Recently, I read something interesting over at CNN Money. The post focused on how women need to change their investing practices in order to meet their unique needs. For the most part, a woman’s long-term financial future is affected by the fact that she lives longer than her male counterpart — and often earns less money. This means that you will need more money for long term care, as well as other items that come with living a longer life.

Photo: Artofdreaming

While the earnings gap is closing, the article points out that, in general, many women are putting their financial futures at risk through their investing practices. Here are some of the recommendations from CNN Money about what women can do to make sure they stay on track financially:

Give Less to Your Children and Grandchildren

The article points out that 50% of female breadwinners actually cut back on their retirement contributions in order to spend money on their posterity. Personally, I’m not about ready to put my retirement at risk to pay for my son’s college, but it appears that there are plenty of women who are willing to make that decision. Before you help your adult children out of a financial jam, make sure your own future is on track; don’t neglect retirement investing.

Save More

Because a woman’s earning power over a lifetime is still less than a man’s, the CNN Money article points out that women’s nest eggs are smaller — even though they save at almost the same rate as men. Instead of limiting yourself to saving 10% of your income, the article suggests that you go ahead and save more in your retirement accounts to make up the difference. You’re likely to live longer than a man, so your nest egg will need to be bigger. Women may also need to invest more in stocks, using an asset allocation age rule that sees them subtracting their age from 120.
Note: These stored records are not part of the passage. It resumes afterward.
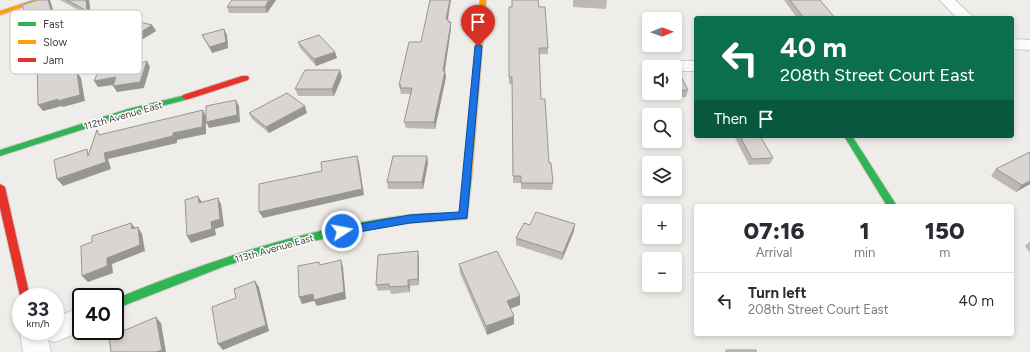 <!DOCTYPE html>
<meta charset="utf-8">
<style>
body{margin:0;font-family:Figtree,sans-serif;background:#f2f2f3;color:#2b2b33;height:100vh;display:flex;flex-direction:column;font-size:15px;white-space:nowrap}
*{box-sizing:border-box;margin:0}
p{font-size:13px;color:#7c7c81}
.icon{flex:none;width:22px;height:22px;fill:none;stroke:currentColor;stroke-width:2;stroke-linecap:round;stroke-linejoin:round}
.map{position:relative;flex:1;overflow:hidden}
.drawer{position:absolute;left:694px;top:204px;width:320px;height:132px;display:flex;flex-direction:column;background:#fff;border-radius:4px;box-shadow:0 2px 6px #0003}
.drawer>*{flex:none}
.hud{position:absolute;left:694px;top:16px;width:320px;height:122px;border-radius:4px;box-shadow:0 2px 6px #0003;background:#0b6e4f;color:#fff;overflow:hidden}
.needle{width:26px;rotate:89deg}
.controls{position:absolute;left:642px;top:12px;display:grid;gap:8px}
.controls a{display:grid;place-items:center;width:40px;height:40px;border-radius:4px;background:#fff;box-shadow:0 2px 6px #0003;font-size:20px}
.speed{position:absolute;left:12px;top:288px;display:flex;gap:8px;font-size:20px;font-weight:700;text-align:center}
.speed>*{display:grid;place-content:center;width:52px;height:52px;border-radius:50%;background:#fff;box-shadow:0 2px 6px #0003;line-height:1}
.speed small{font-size:10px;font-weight:400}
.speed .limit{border:2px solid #111;border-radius:6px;background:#fff;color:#111}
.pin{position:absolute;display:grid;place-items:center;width:34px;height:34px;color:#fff;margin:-41px -17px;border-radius:50% 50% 50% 0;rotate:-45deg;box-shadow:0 0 4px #0007}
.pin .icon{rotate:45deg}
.me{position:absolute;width:44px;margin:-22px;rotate:79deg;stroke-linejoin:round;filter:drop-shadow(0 0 3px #0008)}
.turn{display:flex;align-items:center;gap:14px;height:84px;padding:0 20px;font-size:18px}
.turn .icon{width:52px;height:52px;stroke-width:2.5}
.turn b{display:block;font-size:28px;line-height:34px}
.then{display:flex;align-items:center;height:38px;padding:0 20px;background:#0003;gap:8px;font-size:15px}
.eta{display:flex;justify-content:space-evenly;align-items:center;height:68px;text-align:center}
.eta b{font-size:24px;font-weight:800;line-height:28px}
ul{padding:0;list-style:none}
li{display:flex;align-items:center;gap:12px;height:56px;padding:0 20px;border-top:1px solid #e1e1e2}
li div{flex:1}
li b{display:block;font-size:15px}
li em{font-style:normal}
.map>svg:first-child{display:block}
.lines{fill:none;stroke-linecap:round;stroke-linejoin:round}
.street-casing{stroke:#cdcbc7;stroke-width:2}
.fast-casing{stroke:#cec9c1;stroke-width:2}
.slow-casing{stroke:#cec9c1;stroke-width:2}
.jam-casing{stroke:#cec9c1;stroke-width:2}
.street{fill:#fdfcfc;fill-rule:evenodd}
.fast{fill:#30b455;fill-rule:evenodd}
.slow{fill:#ff9f0a;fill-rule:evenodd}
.jam{fill:#e5322d;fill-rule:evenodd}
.wall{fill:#bbb8b5}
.shaded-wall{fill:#989693}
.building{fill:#d9d6d2;stroke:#989693}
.route{fill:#1a73e8;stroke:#114b97}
.labels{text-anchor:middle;stroke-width:3;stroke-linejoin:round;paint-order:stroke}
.street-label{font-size:10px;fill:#453e36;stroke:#fff}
.key{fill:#fff;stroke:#c7c5c3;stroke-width:1}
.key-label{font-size:11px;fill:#453e36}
</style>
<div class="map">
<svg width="1030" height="352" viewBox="0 0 1030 352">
<rect width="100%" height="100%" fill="#efedea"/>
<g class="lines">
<g class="street-casing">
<path id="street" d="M940,0H955L974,18H957Z
M1012,39L1030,40V50L1012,49Z
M662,61H696V71H675V67L654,66L656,62Z
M81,307L82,331L55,342L48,340L51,352H23L20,331L21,328V331H55V318Z"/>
</g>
<g class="fast-casing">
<path id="fast" d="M186,95H189L190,97L189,99L134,113L0,156V150L128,109Z
M844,136H852L897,206H887Z
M468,172L472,175L467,219L409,223L371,228L296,245L225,266L115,309V299C210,260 306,228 408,215C425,213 442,213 460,213L464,175Z"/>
</g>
<g class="slow-casing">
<path id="slow" d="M34,0H43L0,15V11Z
M480,0H486L472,175L468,178L464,175Z"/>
</g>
<g class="jam-casing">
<path id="jam" d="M242,76H248L249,78L248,80L189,99H186L182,97L183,95Z
M0,184L5,187L30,297H21V300L0,208Z"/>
</g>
<use href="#street" class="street"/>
<use href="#fast" class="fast"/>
<use href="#slow" class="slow"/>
<use href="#jam" class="jam"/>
</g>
<path class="wall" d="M60,0H89L91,17Z
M276,0L267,13H229L227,7Z
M573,0H607L606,9L573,7Z
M784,0H820L835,18H797Z
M512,7H539L548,48V54H539L541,99L549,163L553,183L552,190L521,189V183H513L512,84H509V77Z
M448,19L451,28L445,71L446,77L435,129L406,128L404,122L411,94H401L399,85L421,42Z
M152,25L156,31L138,42L111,35L107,29Z
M224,29L227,35L228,48L212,53L205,41L202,35Z
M298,42L335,52L337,58L316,66L300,48Z
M674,63L688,90L686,97L666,98L664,93H675V67H655L656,64Z
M342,77L334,96H298L295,89Z
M249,113H307L269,133L252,119Z
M734,136H760L773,158L770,164L749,165Z
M1030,152V184L1016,192L991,176L996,169Z
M427,156L428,163L423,189H388L387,182Z
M574,231L562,260L516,245V238Z
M1030,241V253L1025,246Z
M419,258V285L410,286V292L391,294L390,290L378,291L376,285Z
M459,264L520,296V305L510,308L514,316V324L487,335L460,273Z"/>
<path class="shaded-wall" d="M48,0H50L55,16L52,17L62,45L58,39L48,11Z
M86,0H89L91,17L87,11Z
M269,0H276L267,13L265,7Z
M450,0H451L447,25L446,19Z
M451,22V28L444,75L445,71L446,77L435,129L434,122Z
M152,25L156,31L138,42L135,36Z
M224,29L227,35L228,48L212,53L210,47Z
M60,38L64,44L78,79L74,72Z
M31,51L35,57L32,58L28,52Z
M335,52L337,58L316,66L314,59Z
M37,57V65L33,58Z
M147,61L150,67L144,88L117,92L113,86Z
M340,70L342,77L334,96L332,89Z
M77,72L81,78L85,101L63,107L62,106L43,111L38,105L58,99Z
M116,77L120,84L98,87L94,81Z
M236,100L239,106L240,122L209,128L206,122V134L177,140V143L108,159L111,169L63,186L57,179L104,153L173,133L203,110L206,116Z
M305,106L307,113L269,133L266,127Z
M357,156L359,162L364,195L263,218L259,212Z
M427,156L428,163L423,189L422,182Z
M1030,181V184L1016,192L1022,185Z
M198,196L202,202L199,203Z
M218,198L221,204L224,226L215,229L216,235L191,243L187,236Z
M131,223L136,229H132Z
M575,224L574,231L562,260L563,253Z
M138,227L142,234L145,251L112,264L113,273L88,282L82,276L107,258Z
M418,251L419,258V285L418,279Z
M341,260L343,267L346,299L317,306L314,301L302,304L299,297L313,294Z
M408,280L410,286V292L408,286Z
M255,281L259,287L269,331L223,350L218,344Z
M520,296V305L507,310V301Z
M514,316V324L487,335L486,326Z
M156,317L161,323L166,352H156Z"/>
<path class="building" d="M37,0H48L51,10L48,11L58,39L60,38L74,72H77L80,95L58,101V99L38,105L37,57L33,58L31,51L28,52L17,14L25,12L22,5Z
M67,0H86L87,11Z
M232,0H269L265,7H227Z
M430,0H450L446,19H448V22H451L443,71H445L434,122H404L412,88H400L401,85H399L409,42H421Z
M512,0H538L539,7H545L548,48H539L541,99H545L549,163H551L553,183H521V176H513L512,77H509V7H512Z
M790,0H820L835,18H804Z
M125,18L152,25L135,36L107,29Z
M224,29L226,42L210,47L202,35Z
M319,35L335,52L314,59L298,42Z
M128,57L127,61L139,59L138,64L147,61L140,82L113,86L116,77L94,81L101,65H106L108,60Z
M674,63L688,90L675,91V67H657L656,64Z
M305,70H340L332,89H295Z
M287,93L305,106L266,127L249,113Z
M236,100L237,115L206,122V106Z
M203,110L202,127L173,133V136L104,153L106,162L57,179L54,160L87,149L88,156L97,130L99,135Z
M740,136H760L773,158L752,159Z
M1030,152V181L1022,185L996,169Z
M357,156L362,189L259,212V184L322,171L321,162Z
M393,156H427L422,182H387Z
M198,196L199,203L218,198L220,219L211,222L212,229L187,236L185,200Z
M536,212L575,224L563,253L516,238L524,223L530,225Z
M131,223L132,229L138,227L140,245L107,258V266L82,276L81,246L92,242V236Z
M418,251V279L408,280V286L389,287V284L376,285L378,255Z
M497,251L520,296L507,301L514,316L486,326L459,264Z
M341,260L344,292L314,300L313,294L299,297L298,266L319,262L320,265Z
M255,281L266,325L218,344L212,307L236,298L234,289Z
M156,317L162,350L156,352H111L109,337Z
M726,350H756V352H726Z"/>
<path class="route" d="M478,44L482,46L467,218L410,223L342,235L338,234L337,231L342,227L410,215L459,212L475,46Z"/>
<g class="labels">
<g class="street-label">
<text transform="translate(123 115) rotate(-16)" y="4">112th Avenue East</text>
<text transform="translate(274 248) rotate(-16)" y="4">113th Avenue East</text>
</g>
</g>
<rect x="10" y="10" width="132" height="64" rx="6" class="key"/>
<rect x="18" y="22" width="18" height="4" fill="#30b455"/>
<rect x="18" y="40" width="18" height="4" fill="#ff9f0a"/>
<rect x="18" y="58" width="18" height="4" fill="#e5322d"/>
<g class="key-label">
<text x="43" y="28">Fast</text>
<text x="43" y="46">Slow</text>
<text x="43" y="64">Jam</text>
</g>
</svg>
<div class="controls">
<a><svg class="needle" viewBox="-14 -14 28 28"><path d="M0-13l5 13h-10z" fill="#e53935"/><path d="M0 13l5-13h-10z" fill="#7c7c81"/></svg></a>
<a><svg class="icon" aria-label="sound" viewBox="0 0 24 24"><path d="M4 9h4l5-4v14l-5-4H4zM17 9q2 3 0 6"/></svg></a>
<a><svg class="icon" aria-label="search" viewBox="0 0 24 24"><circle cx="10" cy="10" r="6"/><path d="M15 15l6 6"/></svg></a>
<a><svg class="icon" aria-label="layers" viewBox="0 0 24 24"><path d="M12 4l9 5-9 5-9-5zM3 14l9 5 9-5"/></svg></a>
<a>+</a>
<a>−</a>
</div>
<div class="speed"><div>33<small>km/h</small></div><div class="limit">40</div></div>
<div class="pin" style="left:478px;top:46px;background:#d93025"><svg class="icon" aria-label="arrive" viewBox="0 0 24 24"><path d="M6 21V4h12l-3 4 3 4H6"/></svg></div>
<svg class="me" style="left:342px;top:231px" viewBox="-20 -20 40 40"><circle r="17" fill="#1a73e8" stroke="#fff" stroke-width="3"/><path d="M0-11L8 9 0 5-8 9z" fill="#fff"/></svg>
<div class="hud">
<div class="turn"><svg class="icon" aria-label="left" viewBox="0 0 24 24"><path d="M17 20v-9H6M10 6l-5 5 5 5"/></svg><div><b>40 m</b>208th Street Court East</div></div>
<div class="then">Then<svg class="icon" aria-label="arrive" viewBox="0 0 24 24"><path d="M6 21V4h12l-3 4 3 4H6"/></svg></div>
</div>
<section class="drawer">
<div class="eta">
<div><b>07:16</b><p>Arrival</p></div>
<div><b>1</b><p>min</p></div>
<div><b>150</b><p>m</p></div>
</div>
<ul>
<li><svg class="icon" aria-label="left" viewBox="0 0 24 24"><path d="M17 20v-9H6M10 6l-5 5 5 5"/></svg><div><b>Turn left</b><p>208th Street Court East</p></div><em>40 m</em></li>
</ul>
</section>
</div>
I also think it’s a good idea for women in the U.S. to have a spousal IRA. Even if you don’t have a job, you can still have an IRA and have your spouse contribute to it. This is a good way to boost retirement investing.

Keep Your Skills Sharp

One of the issues that affect women is that they often leave the workforce for various reasons. The CNN Money article suggests that women keep their skills sharp. And I agree. It’s vital that women do things to keep their earning power up. When you decide to go back to work, you don’t want to be hopelessly out of the loop. You will be much better off if you keep with industry trends. You can also ask your employer about telecommuting a couple days a week, or you can freelance. Technology offers us many opportunities to stay connected and marketable. This is an investment in yourself that can pay off down the road if you need to rely on your earning power.

On top of that, if you are still working, you can ask for more. If you aren’t being paid what you are worth with your experience and contributions, negotiate a raise. One of the most depressing stats in the CNN Money article was that women typically ask for 30% less than men ask for. And, of course, they get it. Do your research, and know what you are worth.

Bottom Line

You really do need to be thinking long term, and considering how your investment practices now can affect your future long-term. Then, adjust your strategy to reflect the fact that you are likely to need to invest differently than a male in a similar situation.